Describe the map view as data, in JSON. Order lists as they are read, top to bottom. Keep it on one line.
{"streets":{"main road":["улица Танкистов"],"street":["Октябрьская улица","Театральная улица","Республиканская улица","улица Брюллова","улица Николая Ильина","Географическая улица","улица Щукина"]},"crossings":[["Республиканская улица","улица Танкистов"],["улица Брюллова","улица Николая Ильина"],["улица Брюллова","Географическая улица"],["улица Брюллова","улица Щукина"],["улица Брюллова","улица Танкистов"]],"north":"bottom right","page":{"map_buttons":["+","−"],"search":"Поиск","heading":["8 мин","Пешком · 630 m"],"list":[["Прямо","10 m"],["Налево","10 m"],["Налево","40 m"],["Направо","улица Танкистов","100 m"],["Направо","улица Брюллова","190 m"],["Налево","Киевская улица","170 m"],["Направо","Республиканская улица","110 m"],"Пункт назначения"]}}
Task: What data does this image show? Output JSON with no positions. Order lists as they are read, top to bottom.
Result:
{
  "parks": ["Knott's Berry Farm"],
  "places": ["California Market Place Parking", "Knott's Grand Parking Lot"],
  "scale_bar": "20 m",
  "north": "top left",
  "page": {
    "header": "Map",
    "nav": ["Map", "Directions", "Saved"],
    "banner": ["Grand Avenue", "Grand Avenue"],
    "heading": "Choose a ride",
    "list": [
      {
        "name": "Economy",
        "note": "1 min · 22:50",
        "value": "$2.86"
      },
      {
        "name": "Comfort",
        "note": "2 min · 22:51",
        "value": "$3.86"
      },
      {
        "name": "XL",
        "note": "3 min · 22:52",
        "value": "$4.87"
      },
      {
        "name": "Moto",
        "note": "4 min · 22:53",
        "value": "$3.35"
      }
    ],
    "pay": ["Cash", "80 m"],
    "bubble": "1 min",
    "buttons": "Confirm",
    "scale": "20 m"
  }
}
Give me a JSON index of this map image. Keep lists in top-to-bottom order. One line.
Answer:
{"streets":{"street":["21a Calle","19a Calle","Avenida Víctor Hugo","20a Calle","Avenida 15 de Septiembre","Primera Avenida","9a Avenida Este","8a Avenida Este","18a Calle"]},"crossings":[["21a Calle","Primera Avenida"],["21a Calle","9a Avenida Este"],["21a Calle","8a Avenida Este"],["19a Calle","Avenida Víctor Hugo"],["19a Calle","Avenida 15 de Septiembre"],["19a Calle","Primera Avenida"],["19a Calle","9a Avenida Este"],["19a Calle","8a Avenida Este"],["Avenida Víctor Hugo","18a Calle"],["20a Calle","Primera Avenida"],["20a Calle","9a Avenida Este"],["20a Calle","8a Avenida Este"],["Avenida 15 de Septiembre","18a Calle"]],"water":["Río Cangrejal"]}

* [REQUIRED WORK] Compute the number of lines in the records that contain the string "read", and return that number alone.

* [RESULT BELOW] 2